Search code examples
rweb-scraping

Way to web-scrape a popular eSport website using R?


I'm attempting to webscrape the following url to obtain live game data: https://egamersworld.com/callofduty/matches I've attempted to inspect the fetch requests being made, but there isn't an obvious request that's returning json formatted data with the page info.

Additionally, I'm getting an error 403 forbidden response when attempting to access the site using R. I've also attempted replicating the request headers, still no luck.

I'm no web scraping professional, and I'm curious if this website has some additional steps I need to be performing. Or if they have measures in place that i'm unaware of.

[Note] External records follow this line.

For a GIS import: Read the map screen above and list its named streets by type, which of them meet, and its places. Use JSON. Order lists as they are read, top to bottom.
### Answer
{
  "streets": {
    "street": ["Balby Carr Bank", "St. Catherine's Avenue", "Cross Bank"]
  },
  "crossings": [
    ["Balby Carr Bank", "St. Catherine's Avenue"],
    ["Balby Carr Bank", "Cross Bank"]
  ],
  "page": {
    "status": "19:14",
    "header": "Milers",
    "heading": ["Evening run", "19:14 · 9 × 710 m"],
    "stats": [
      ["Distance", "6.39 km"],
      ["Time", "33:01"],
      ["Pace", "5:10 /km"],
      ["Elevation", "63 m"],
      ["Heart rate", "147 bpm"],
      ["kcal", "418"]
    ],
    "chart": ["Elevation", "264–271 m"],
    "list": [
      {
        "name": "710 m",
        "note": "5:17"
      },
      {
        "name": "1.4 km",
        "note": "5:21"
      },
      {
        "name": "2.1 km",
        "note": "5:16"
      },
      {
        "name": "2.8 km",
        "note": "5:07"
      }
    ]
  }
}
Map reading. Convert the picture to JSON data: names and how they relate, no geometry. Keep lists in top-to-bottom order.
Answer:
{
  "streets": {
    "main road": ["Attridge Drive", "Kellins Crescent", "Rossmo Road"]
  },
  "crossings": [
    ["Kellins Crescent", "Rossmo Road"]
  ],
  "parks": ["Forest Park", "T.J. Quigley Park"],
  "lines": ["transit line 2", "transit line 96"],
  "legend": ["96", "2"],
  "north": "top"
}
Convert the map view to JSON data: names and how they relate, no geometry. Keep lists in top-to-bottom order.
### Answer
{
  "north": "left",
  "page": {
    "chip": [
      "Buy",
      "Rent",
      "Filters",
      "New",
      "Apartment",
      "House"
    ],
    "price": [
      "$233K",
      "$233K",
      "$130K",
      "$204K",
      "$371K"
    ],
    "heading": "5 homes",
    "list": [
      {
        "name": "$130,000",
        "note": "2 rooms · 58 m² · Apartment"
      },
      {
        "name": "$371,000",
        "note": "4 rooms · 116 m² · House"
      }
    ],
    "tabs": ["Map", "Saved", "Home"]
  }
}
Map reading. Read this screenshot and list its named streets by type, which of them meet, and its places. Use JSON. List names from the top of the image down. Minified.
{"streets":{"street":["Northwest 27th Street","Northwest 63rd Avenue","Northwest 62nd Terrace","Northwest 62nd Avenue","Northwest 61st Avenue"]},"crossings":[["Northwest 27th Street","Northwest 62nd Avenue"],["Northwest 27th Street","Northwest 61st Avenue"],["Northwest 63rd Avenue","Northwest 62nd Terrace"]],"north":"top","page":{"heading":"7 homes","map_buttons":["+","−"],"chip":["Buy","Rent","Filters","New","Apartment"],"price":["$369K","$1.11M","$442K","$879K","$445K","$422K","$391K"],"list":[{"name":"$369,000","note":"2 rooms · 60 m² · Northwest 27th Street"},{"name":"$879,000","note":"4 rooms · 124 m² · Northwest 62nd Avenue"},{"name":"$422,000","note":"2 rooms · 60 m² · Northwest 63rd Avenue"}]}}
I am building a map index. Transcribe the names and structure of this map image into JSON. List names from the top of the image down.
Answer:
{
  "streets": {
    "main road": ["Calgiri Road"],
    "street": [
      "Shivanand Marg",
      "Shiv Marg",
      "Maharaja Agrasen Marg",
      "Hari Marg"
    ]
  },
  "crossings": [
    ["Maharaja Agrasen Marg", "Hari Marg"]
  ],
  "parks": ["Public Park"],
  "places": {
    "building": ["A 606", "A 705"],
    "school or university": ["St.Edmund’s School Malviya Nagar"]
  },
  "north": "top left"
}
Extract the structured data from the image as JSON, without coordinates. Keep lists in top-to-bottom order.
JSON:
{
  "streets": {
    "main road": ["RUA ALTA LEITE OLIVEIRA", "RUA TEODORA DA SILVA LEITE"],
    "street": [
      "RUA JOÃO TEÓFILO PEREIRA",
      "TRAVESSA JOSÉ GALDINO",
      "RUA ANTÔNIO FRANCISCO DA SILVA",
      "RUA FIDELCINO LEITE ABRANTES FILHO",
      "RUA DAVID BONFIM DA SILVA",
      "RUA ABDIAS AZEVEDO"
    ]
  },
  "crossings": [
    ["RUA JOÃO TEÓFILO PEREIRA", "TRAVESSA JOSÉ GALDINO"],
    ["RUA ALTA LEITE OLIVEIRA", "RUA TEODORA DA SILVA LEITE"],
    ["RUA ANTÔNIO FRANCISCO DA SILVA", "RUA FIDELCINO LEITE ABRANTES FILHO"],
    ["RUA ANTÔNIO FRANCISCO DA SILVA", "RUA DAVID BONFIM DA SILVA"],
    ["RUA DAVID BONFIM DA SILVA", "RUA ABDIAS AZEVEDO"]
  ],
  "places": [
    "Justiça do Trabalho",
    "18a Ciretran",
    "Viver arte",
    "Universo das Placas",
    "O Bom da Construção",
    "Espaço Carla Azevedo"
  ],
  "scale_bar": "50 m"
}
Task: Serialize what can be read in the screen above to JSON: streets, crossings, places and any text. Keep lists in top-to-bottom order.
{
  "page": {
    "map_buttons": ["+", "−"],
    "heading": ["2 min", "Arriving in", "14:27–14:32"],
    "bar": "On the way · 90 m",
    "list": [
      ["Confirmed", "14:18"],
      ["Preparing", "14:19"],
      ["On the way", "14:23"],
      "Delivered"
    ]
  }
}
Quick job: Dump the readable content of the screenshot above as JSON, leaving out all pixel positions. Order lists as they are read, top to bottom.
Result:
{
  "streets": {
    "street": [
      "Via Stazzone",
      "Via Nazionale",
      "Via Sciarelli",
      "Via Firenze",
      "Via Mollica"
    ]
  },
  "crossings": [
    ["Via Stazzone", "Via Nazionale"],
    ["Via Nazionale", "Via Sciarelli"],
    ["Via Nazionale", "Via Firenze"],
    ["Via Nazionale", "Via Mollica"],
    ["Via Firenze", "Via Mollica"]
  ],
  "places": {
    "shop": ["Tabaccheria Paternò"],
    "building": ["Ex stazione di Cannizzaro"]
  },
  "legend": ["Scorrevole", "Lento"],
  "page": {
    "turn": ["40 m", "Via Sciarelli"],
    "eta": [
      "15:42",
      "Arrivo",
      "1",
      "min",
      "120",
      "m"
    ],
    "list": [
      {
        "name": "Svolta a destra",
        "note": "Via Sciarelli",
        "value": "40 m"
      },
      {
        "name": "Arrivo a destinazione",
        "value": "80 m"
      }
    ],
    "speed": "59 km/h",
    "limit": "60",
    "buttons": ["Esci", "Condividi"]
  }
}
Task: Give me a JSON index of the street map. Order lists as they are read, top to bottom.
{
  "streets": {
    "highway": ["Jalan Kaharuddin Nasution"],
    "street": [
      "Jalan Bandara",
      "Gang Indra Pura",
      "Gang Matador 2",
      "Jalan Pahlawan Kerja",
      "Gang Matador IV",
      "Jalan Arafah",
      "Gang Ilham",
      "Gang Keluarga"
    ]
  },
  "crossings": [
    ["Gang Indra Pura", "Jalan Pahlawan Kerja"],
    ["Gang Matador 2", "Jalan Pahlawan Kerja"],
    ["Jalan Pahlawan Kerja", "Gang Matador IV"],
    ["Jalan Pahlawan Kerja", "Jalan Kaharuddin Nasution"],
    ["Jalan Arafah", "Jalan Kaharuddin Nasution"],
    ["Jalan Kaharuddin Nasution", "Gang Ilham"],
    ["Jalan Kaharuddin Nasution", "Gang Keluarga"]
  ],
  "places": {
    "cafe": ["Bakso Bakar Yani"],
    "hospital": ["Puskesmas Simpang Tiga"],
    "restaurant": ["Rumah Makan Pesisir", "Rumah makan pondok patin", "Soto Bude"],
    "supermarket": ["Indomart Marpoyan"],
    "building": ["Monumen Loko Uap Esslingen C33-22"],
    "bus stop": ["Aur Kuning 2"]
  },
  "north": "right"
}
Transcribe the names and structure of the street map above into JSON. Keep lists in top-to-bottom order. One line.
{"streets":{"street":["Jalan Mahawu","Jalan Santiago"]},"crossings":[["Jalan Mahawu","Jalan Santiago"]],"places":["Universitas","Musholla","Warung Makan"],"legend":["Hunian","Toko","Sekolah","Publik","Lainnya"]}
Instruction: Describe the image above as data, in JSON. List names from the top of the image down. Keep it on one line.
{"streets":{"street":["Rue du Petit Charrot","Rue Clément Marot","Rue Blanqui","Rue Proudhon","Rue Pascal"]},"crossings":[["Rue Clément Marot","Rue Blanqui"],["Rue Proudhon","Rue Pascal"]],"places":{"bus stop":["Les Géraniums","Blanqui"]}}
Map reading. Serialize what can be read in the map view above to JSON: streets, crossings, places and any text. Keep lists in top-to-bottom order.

Here is my R code that I've attempted. I've attempted many different headers and header combinations (all of which result in 403).

Note: I modified the Accept-Encoding header from "gzip, deflate, br, zstd" as having "br, zstd" present gives the error:

"Error in curl::curl_fetch_memory(url, handle = handle) : Unrecognized content encoding type. libcurl understands deflate, gzip content encodings."

library(httr)

url <- "https://egamersworld.com/callofduty/matches"

headers = add_headers("Accept" = "*/*",
                      "Accept-Encoding" = "gzip, deflate",
                      "Accept-Language" = "en-US,en;q=0.9",
                      "Referer" = "https://egamersworld.com/matches",
                      "User-Agent" = "Mozilla/5.0 (Windows NT 10.0; Win64; x64) AppleWebKit/537.36 (KHTML, like Gecko) Chrome/133.0.0.0 Safari/537.36")

response = GET(url, headers)

response$status_code
# returns 403

Solution

  • Here is an rvest approach alongside selenider as browser, where we pull data directly from the html:

    library(selenider)
    library(rvest)
    
    session <- selenider_session("selenium", browser = "chrome")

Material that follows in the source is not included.